What the exercise asks
Provide the count of lines below where "block" occurs, with no other output.

Collected data

>>>>

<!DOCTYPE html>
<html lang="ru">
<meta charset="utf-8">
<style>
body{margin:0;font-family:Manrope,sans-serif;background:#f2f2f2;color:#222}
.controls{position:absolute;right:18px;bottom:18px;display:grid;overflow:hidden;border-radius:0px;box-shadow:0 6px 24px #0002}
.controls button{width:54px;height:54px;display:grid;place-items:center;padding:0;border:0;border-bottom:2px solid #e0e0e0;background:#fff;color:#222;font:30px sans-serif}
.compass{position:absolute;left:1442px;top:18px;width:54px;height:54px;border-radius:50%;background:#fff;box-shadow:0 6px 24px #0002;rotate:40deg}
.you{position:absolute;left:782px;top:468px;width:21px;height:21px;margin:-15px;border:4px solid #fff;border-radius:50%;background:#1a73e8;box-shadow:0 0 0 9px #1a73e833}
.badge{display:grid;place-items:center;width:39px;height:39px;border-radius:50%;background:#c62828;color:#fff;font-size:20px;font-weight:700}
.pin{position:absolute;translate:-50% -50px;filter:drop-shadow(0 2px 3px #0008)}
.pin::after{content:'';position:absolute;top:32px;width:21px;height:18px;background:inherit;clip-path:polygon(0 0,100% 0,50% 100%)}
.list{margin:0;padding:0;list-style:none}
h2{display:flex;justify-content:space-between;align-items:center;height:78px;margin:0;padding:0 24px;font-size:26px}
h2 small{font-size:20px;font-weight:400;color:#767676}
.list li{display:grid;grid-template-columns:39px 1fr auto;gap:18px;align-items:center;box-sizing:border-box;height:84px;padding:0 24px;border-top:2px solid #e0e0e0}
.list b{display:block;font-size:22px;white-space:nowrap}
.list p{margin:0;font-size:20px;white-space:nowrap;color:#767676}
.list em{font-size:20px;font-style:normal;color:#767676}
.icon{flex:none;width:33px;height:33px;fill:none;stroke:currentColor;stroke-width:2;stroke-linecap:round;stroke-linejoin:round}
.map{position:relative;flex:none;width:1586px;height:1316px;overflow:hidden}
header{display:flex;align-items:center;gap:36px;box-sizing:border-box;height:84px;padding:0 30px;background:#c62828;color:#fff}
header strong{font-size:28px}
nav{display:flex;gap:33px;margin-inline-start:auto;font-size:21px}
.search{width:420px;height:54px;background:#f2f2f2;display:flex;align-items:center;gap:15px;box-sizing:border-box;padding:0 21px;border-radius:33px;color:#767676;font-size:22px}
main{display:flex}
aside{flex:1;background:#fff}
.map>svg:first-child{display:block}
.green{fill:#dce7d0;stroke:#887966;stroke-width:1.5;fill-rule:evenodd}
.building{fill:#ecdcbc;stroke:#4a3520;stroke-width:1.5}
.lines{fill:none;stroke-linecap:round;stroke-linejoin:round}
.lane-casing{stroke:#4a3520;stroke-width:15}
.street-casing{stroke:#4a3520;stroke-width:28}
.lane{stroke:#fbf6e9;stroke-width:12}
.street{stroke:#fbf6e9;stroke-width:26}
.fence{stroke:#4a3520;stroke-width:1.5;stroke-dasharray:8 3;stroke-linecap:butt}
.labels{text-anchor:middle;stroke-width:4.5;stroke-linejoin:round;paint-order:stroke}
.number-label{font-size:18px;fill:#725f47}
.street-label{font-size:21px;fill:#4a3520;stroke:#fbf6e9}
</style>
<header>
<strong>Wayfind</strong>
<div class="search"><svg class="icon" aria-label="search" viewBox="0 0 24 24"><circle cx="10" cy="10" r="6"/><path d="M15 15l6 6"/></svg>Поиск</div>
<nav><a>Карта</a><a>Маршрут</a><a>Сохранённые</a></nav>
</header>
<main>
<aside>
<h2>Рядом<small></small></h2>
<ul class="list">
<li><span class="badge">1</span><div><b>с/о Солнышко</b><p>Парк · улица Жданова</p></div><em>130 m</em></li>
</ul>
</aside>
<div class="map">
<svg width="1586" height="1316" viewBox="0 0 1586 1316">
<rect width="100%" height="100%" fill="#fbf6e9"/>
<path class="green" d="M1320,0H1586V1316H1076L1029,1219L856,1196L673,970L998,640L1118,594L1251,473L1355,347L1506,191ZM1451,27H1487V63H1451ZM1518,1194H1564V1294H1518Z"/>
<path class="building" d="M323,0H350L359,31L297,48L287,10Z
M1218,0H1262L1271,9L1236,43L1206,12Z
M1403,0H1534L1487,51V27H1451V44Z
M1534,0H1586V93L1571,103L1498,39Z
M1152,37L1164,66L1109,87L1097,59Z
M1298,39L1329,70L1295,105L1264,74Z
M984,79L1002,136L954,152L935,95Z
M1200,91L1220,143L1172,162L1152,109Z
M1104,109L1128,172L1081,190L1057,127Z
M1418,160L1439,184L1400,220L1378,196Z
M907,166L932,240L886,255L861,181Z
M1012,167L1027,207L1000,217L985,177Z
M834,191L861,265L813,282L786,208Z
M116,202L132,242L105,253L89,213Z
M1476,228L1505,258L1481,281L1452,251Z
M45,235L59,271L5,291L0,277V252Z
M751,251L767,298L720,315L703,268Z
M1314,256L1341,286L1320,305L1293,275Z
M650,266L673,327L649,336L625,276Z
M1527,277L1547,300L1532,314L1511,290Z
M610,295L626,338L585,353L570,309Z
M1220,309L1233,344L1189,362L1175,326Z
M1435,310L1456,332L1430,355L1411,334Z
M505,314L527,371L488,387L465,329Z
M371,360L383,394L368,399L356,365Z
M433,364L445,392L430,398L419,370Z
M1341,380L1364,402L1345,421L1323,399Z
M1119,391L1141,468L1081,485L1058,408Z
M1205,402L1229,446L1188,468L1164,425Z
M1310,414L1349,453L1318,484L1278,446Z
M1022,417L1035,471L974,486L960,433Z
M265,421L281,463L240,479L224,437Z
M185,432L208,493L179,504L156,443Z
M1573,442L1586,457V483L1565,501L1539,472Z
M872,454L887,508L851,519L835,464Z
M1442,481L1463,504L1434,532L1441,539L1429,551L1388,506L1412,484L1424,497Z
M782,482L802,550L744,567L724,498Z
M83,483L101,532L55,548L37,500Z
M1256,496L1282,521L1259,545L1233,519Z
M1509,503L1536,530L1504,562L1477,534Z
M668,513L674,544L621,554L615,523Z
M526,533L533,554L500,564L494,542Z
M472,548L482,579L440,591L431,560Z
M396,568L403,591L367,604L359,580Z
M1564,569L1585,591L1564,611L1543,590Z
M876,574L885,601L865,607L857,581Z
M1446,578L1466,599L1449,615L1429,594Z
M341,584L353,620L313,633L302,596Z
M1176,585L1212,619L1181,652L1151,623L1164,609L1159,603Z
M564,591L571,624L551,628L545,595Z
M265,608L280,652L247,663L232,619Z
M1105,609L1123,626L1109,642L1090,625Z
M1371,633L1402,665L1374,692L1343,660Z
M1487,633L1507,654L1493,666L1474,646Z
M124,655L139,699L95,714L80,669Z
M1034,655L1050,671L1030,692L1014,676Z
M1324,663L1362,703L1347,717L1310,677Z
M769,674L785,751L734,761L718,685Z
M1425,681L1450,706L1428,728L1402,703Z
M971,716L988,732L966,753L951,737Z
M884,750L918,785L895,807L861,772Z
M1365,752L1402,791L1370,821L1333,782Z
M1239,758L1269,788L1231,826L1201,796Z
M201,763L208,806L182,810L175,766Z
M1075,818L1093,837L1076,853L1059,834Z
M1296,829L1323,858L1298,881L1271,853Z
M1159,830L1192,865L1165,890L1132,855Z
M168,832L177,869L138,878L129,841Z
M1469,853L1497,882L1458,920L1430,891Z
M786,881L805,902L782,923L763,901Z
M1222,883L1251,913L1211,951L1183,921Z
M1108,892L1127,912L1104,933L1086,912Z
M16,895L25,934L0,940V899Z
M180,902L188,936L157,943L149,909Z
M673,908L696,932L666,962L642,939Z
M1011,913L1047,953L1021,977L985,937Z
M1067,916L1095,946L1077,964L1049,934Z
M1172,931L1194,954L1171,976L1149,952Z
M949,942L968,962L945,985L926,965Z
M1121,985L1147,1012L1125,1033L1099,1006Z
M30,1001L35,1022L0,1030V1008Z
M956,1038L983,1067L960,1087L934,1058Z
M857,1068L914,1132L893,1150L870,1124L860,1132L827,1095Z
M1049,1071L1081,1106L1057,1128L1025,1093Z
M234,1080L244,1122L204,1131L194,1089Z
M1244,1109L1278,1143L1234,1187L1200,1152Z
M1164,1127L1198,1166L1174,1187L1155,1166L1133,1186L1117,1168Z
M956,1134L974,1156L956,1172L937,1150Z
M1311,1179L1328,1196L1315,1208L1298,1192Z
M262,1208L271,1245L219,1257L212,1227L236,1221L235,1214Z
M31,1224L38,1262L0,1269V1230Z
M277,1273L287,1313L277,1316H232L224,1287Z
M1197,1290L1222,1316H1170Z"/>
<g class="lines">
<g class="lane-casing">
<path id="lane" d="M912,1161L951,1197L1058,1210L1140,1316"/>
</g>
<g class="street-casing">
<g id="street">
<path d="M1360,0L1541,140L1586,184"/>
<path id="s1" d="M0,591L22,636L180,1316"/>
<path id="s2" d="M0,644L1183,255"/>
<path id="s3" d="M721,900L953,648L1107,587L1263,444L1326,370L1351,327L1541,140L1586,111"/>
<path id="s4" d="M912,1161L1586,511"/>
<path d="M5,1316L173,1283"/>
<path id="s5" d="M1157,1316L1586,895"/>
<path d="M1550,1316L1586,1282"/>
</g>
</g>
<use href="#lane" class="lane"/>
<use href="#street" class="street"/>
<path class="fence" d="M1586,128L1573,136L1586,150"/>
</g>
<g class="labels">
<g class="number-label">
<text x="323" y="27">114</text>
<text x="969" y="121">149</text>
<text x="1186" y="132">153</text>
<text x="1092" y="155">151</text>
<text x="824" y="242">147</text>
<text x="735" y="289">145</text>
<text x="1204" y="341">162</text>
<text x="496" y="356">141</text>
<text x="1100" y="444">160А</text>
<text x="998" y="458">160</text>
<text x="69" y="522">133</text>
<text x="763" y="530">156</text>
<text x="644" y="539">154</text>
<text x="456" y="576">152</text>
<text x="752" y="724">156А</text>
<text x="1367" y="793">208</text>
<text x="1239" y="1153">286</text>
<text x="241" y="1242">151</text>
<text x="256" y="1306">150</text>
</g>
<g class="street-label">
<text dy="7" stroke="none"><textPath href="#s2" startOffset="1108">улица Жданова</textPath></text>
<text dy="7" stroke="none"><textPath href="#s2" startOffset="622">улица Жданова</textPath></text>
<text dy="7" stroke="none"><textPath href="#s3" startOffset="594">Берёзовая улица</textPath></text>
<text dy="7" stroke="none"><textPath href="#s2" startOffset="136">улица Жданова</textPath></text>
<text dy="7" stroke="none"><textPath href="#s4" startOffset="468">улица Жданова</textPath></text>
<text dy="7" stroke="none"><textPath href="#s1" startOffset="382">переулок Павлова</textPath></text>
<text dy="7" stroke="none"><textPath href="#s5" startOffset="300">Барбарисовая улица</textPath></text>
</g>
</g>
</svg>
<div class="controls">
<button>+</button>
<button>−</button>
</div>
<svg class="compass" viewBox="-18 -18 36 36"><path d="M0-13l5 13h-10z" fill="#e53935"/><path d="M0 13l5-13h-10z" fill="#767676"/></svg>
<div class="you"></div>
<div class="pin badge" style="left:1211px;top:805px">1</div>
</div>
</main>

<<<<

Result for this task
2